HRRC identifying best practices in long-term disaster recoveries

Michelle Meyer

Michelle Meyer

John Cooper

John Cooper

A research team from Texas A&M’s Hazard Reduction and Recovery Center is working to identify best practices in pre- and post-disaster planning in communities recovering from a variety of natural and man-made disasters.

Supported by a two-year, $221,076 grant from the National Science Foundation, the team is compiling and analyzing practices and interactions of public and private agencies involved in disaster recovery in six Texas communities that have experienced a hurricane, tornado, wildfire or industrial facility explosion.

The effort is led by co-principal investigators Michelle Meyer, assistant research scientist at the HRRC and assistant professor of sociology at Louisiana State University, and John Cooper, an HRRC research fellow and urban planning associate professor of practice at Texas A&M.

After a disaster strikes, what often follows is an unequal and partial recovery, the result of recovery efforts that fail to reduce pre-disaster vulnerabilities, said Meyer in the project abstract.

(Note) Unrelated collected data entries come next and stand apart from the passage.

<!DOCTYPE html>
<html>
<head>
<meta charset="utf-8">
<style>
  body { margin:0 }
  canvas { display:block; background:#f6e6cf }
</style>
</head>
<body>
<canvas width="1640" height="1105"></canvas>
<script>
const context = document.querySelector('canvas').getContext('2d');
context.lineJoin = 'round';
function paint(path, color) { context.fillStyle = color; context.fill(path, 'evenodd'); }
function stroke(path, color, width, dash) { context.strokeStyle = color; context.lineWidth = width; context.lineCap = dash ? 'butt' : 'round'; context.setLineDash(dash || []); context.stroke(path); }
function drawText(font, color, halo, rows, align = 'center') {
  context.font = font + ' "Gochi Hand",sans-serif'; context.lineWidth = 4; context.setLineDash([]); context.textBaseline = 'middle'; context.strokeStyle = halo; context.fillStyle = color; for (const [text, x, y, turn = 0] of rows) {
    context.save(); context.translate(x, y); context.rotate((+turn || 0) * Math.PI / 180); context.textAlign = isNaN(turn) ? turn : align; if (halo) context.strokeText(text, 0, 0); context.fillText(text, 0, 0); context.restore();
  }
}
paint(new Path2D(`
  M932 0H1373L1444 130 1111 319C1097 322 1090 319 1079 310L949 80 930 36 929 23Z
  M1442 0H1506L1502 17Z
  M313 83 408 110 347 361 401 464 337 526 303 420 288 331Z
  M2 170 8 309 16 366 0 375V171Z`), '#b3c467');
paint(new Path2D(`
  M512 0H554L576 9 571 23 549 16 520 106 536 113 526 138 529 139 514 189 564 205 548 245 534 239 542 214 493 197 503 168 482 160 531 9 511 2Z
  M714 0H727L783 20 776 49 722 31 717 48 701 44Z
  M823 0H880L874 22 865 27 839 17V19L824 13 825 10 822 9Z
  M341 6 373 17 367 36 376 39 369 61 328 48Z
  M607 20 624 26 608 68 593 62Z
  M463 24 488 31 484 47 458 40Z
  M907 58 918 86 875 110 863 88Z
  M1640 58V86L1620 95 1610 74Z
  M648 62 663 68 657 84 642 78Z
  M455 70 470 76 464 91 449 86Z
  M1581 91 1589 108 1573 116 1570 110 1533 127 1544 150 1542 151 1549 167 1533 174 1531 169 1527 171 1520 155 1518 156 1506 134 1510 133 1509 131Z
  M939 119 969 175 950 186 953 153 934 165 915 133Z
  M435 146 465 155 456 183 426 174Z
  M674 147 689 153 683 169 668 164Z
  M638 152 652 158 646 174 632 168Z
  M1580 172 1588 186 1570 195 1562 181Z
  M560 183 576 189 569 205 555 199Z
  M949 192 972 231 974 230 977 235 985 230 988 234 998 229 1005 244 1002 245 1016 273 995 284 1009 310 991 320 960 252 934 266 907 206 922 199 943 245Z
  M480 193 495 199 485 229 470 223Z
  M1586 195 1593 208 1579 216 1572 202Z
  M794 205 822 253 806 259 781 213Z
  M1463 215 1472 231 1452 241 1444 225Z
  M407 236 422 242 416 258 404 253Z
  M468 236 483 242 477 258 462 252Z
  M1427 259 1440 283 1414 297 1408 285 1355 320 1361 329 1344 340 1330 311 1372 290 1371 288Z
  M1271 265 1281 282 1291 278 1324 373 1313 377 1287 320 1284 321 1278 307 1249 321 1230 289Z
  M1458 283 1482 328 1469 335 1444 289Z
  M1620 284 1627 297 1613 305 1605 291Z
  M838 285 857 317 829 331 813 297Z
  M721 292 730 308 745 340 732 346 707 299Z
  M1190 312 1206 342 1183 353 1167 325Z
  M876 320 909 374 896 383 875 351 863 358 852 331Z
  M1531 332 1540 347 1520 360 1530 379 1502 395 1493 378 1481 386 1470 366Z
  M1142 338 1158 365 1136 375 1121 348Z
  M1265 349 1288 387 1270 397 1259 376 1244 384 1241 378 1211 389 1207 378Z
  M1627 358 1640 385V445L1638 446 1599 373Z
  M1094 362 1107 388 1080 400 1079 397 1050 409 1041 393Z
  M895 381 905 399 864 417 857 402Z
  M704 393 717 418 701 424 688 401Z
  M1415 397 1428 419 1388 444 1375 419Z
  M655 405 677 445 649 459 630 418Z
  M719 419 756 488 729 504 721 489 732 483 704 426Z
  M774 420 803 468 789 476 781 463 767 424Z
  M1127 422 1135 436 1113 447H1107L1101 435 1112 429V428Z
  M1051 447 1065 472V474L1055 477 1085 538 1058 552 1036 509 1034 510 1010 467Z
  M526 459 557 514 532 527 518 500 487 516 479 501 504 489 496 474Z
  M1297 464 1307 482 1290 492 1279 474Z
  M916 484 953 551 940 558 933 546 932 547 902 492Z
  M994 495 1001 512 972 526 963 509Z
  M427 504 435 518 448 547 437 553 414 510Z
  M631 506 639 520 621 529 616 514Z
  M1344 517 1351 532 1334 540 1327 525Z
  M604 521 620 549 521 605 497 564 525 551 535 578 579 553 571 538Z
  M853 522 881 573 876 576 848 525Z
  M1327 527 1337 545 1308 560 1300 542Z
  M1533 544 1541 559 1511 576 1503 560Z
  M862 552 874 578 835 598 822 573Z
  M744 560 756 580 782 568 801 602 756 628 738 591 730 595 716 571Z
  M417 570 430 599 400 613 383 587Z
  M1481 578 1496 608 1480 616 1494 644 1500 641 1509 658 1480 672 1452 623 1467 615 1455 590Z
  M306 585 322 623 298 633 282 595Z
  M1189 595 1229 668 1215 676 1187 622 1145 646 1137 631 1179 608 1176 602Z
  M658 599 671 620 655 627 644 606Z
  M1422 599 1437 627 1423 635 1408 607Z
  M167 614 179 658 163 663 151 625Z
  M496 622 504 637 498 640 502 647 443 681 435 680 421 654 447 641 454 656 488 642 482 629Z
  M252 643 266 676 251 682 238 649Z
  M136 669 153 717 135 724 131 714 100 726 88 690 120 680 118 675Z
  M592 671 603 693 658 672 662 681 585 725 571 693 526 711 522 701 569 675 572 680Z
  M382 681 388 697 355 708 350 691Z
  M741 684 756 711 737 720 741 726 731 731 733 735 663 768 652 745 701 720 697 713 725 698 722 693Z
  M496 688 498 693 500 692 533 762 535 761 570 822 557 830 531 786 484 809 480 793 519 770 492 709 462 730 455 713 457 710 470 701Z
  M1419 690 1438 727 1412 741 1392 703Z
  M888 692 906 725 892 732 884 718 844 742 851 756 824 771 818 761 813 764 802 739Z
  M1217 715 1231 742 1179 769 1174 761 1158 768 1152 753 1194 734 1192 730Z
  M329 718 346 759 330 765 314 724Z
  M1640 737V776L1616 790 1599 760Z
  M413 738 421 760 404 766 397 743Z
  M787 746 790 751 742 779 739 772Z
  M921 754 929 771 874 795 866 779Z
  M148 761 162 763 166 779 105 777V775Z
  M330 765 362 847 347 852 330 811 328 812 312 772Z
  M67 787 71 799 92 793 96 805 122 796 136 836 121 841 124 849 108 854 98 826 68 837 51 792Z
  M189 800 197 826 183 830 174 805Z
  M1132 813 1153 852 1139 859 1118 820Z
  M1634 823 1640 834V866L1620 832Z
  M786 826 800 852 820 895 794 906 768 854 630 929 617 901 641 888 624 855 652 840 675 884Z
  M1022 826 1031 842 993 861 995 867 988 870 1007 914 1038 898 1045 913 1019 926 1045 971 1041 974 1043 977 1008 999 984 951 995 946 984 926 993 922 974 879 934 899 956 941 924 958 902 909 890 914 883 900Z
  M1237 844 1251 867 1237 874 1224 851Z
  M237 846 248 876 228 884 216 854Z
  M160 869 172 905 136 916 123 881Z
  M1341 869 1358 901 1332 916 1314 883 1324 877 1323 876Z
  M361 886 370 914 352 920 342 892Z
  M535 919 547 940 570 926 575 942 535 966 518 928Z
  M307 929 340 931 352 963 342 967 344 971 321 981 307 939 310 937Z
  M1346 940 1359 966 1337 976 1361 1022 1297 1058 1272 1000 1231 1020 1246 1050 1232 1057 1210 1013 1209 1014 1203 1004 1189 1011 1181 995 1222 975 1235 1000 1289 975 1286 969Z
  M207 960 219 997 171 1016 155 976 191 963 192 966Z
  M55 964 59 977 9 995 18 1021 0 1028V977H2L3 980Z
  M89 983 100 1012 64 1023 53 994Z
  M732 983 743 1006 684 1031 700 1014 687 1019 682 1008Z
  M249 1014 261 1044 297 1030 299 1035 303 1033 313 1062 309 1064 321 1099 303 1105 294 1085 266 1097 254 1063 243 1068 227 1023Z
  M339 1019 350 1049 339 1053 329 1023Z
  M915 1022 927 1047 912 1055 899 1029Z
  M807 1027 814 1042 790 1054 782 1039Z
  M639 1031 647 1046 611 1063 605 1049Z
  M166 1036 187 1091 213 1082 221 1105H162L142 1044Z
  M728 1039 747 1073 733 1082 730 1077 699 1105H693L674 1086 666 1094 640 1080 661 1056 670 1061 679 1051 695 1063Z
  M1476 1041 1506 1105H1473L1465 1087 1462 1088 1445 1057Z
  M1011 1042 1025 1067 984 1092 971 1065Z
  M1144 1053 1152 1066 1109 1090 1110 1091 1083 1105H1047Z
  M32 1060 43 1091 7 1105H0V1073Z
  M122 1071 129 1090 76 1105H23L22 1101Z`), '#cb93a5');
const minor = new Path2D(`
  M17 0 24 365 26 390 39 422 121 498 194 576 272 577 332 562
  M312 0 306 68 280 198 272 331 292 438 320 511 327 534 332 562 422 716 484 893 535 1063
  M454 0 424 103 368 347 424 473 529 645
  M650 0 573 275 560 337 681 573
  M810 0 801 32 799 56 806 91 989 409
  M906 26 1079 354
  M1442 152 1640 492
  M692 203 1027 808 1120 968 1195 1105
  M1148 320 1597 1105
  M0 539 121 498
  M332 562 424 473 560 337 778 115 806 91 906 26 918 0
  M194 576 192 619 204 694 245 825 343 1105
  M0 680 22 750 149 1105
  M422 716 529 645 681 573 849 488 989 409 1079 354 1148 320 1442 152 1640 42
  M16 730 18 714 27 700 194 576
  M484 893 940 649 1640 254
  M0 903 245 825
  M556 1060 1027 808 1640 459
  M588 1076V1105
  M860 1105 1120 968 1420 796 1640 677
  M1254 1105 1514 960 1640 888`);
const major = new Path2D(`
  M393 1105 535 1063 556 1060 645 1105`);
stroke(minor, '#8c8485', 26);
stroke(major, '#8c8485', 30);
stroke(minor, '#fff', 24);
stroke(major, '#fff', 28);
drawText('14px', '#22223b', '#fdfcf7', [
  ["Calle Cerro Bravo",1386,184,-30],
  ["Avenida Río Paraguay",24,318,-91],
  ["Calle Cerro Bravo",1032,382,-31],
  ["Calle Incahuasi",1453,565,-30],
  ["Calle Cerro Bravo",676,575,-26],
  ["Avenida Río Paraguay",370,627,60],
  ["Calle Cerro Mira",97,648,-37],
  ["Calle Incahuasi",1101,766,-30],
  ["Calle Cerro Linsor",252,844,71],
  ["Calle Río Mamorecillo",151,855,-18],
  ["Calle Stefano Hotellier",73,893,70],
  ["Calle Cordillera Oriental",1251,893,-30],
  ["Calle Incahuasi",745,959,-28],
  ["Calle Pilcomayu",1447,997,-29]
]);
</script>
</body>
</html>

“Future disasters mean more communities will struggle, often with little local experience managing the difficult processes of achieving sustainable, resilient recovery,” she added.

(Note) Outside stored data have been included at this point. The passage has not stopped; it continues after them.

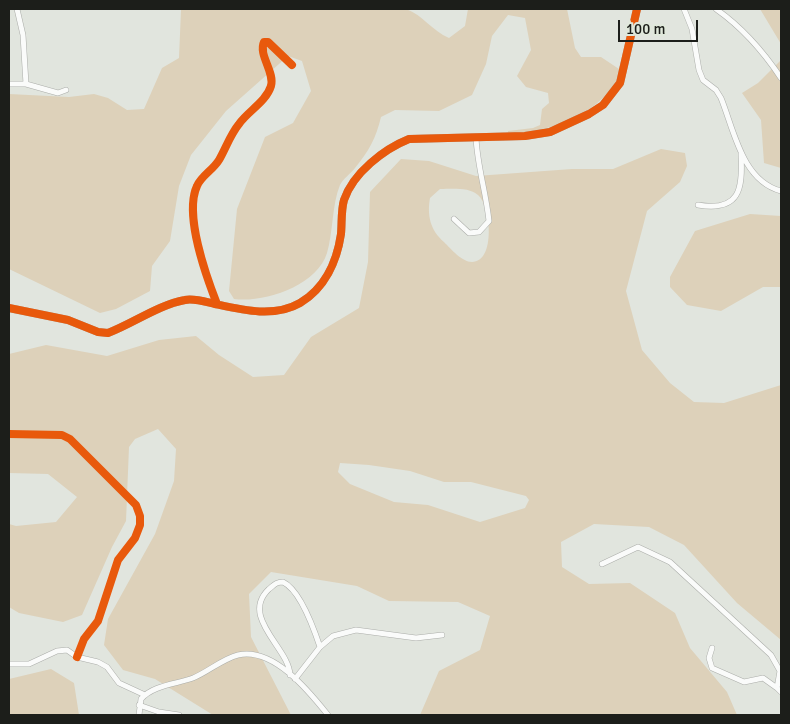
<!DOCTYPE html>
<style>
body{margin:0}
#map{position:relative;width:790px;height:724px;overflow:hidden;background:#e1e5de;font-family:Signika,sans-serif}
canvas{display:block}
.frame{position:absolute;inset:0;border:10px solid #1c1e1a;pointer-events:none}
.scale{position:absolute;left:618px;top:20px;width:80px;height:22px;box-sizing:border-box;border:2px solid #1c1e1a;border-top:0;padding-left:6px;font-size:15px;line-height:18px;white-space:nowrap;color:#1c1e1a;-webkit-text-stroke:4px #e0e8db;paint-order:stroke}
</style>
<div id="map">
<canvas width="790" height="724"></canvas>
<div class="frame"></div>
<div class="scale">100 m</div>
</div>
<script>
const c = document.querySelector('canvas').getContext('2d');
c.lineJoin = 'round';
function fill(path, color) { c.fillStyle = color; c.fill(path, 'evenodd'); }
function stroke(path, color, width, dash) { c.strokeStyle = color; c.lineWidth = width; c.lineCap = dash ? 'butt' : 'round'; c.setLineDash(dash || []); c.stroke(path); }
fill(new Path2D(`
 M183,9H406C423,15 432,31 449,38L465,26L468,9H567L575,48L581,57H601L622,71C601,115 554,131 508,134V131L533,128L540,125L542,109L549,103L548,93L526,87L517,76L531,50L525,18L508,15L492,36L486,64L472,95L439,111L395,110L381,117C376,138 369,151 355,168C351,173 343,179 340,185C332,204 333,233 327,253C317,286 264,303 234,299L229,291L237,209L265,137L293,123L311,91L302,61L288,56L226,111L191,155L179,186L170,241L152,266L150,291L116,309L100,313L9,269V94L69,97L94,94L108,98L127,110L144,109L162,68L179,58L181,10Z
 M760,9H781V44Z
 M781,60V168L764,163L761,120L742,93L758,83Z
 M661,149L685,153L687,166L680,182L647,211L626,291L642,350L670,383L694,402L724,403L781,385V640L737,603L684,545L649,527L594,524L561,542L562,567L589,584L630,583L675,613L690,648L727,692L737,715H420L439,671L480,650L490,616L458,602L389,601L357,586L271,572L249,594L251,637L291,715H213L155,679L123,670L104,645L108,619L155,534L174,481L176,449L158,429L135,439L129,447L126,521L112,547L82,615L63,622L19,613L9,607V524L16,526L56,522L77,497L48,474L9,473V354L46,345L107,356L159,340L196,336L219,355L253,377L284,375L311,337L359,308L368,262L370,192L401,159L429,161L476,176L572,169H613ZM440,189C452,189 469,187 478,195C491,206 496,262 472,262C462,262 451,249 444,242C430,230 427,215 430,198ZM340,463L369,465L410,471L444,482H471L526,496L529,500L525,508L480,522L428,505L394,502L350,484L338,472Z
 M750,214L781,216V287H763L721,311L687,305L670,287V277L695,231Z
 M51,669L74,683L79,715H9V679Z`), '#ddd1ba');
const minor = new Path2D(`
 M17,9L23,35L26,84
 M684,9L692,29L699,70L703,80L716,90L721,98C734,130 742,181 781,191
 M716,9C743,28 763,51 781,78
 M9,84H26L58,93L66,90
 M698,205C740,212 743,189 741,154
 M454,219L469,233L479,232L489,221C486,192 477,165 476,137
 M217,304C206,276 184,214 197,186C201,176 213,170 219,160C226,148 230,135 239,124C248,111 266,102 271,86C275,72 258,55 264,42H268L292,65
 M9,434L62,435L70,439L136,505L140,516V525L135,538L118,560L98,621L84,639L77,657
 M602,564L638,547L670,562L771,655L780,671L777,688L781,692
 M712,648L709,658L712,668L744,682L763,678L777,688
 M9,664H29L57,651L67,650L77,657L98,662L107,667L119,683L145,695
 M290,675C290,649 239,617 269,589C274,585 276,582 283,582C300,590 314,629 320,647
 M295,679L320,647L333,636L356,630L416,638L442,635
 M139,705L159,712L179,715
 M139,715L141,699C153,685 177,684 193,678C208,672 222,659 238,655C273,647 308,690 328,715`);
const tertiary = new Path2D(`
 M9,308L68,320L98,332L108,333C134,323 158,305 185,300C194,298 206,302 215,304C242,310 274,318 300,303C325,288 337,261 341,234C342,223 341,210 344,200C353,173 384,149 409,139L525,136L550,132L589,114L603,105L620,83L637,9`);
stroke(minor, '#abada9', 6);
stroke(tertiary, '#abada9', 8);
stroke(minor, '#fafbfa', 5);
stroke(tertiary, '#fafbfa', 6);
stroke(new Path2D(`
 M217,304C206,276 184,214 197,186C201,176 213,170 219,160C226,148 230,135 239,124C248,111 266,102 271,86C275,72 258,55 264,42H268L292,65
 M9,308L68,320L98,332L108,333C134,323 158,305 185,300C194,298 206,302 215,304C242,310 274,318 300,303C325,288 337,261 341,234C342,223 341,210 344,200C353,173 384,149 409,139L525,136L550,132L589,114L603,105L620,83L637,9
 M9,434L62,435L70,439L136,505L140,516V525L135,538L118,560L98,621L84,639L77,657`), '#e8590c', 8);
</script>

For this study, researchers are interviewing the people leading recovery efforts in the six communities, observing committee and community meetings, documenting events and analyzing community reconstruction and rehabilitation.

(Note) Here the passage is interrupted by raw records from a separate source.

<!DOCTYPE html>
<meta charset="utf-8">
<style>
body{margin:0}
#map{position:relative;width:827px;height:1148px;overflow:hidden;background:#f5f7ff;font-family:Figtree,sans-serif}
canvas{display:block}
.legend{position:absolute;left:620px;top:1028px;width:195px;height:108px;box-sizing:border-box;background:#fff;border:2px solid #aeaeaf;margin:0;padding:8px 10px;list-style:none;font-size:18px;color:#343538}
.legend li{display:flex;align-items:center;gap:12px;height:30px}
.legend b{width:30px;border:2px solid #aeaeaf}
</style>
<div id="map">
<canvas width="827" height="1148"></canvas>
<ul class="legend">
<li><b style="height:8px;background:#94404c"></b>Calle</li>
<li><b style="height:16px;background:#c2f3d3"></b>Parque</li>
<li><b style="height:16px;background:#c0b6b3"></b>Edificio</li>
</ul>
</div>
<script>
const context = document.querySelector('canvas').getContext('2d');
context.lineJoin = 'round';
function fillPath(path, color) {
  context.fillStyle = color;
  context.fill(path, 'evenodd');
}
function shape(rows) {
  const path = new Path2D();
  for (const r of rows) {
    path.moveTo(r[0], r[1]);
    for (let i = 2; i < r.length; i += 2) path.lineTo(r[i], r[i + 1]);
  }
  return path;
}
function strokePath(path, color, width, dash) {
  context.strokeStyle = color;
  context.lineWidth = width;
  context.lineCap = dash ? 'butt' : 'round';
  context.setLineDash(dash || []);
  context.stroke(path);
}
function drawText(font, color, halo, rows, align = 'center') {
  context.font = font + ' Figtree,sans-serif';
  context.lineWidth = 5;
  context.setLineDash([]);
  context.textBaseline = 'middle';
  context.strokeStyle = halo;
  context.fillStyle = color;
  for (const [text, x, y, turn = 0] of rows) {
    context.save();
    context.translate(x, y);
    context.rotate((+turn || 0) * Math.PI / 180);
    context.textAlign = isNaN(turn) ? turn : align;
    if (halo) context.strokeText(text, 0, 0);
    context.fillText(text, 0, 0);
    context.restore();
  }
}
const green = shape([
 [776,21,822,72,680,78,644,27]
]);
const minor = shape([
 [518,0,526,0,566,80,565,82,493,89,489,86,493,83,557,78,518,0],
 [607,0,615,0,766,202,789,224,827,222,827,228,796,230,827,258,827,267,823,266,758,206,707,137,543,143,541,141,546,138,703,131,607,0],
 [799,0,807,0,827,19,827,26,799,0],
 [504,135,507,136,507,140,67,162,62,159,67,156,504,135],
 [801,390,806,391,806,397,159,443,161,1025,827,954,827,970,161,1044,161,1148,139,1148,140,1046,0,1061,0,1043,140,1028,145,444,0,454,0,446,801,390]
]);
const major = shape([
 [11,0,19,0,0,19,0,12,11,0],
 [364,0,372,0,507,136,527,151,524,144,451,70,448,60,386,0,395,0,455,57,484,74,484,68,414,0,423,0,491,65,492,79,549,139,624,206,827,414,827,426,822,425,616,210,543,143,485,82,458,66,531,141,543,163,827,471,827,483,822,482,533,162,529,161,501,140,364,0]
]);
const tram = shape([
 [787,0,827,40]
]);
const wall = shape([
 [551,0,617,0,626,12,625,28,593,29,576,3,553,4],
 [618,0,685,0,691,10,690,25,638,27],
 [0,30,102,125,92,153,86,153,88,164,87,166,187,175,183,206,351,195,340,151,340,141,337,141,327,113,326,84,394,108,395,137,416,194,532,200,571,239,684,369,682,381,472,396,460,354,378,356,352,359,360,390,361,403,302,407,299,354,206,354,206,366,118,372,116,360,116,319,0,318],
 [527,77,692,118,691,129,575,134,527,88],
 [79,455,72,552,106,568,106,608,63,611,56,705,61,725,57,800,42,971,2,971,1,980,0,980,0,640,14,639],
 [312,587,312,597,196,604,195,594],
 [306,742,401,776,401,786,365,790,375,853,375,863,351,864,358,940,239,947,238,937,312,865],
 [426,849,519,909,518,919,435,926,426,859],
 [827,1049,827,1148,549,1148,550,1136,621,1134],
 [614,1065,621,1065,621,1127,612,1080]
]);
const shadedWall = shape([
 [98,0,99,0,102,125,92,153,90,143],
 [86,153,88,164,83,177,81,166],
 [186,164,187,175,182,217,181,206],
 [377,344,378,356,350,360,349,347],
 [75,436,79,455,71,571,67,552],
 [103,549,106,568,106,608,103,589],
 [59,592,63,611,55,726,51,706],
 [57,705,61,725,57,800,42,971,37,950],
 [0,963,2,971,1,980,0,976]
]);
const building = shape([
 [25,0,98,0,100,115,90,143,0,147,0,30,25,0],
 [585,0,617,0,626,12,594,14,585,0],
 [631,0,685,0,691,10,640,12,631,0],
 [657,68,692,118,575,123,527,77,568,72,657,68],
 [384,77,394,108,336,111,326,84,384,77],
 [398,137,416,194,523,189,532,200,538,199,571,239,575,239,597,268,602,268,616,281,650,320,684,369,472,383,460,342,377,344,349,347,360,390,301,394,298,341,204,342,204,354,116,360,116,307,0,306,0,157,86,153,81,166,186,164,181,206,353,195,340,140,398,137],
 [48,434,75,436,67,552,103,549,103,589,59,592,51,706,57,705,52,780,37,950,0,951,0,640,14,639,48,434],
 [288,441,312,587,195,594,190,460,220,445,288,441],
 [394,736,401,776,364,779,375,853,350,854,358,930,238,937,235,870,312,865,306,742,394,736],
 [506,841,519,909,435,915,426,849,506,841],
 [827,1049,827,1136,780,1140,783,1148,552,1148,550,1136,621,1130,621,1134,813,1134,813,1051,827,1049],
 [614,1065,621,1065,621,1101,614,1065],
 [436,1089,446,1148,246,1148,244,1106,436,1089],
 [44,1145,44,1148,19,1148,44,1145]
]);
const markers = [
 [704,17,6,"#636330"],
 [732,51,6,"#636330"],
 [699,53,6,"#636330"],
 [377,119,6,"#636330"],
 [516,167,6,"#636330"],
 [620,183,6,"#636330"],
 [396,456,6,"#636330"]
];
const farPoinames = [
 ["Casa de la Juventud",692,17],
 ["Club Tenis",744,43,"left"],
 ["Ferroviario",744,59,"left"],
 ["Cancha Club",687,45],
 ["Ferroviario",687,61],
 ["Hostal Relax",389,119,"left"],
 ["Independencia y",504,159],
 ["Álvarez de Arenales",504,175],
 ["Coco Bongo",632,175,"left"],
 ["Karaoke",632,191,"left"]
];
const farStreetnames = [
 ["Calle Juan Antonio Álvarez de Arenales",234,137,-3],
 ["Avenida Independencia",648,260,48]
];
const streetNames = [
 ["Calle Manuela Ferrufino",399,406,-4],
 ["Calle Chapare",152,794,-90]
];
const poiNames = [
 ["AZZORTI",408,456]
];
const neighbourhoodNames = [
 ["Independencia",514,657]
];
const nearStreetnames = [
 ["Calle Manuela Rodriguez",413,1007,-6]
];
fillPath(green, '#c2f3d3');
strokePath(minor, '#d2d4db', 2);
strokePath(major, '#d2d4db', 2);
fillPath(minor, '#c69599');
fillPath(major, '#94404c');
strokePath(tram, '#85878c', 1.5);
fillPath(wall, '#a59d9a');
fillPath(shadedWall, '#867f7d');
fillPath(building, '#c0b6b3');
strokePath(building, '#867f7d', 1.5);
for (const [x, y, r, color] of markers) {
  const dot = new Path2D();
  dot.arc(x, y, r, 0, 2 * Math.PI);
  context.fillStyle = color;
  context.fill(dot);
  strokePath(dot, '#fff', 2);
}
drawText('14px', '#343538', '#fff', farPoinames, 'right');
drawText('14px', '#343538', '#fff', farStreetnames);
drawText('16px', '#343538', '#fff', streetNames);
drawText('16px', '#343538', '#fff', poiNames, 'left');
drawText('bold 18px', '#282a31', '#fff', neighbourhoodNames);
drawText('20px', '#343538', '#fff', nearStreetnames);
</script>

The targeted communities are Granbury, hit by a tornado in 2013; West, the scene of a massive fertilizer plant explosion in 2013; Marion County, ravaged by the 2011 Bear Creek Fire, the largest wildfire in East Texas history; Bastrop County, where wildfires claimed more than 1,000 homes in 2011; Galveston, which was hit hard by Hurricane Ike in 2008; and Brownsville, which was savaged by Hurricane Dolly that same year.

The HRRC researchers will compare and contrast the practices used in the different communities and develop a model of disaster recovery organizational networks.

The study’s results, said Meyer, will support local public and private organizations’ efforts to develop plans that will speed disaster recovery.

Meyer’s fellow researchers include David Bierling, associate research scientist at the Texas Transportation Institute and an HRRC research affiliate, Walter Gillis Peacock, Texas A&M professor of urban planning and director of the HRRC, and Shannon Van Zandt, Texas A&M associate professor of urban planning and director of the Center for Housing and Urban Development.

The research is an extension of a project that began in August 2014, when HRRC researchers secured a $40,000 NSF rapid response research grant to study the differences between recoveries from Granbury’s tornado and West’s industrial facility explosion.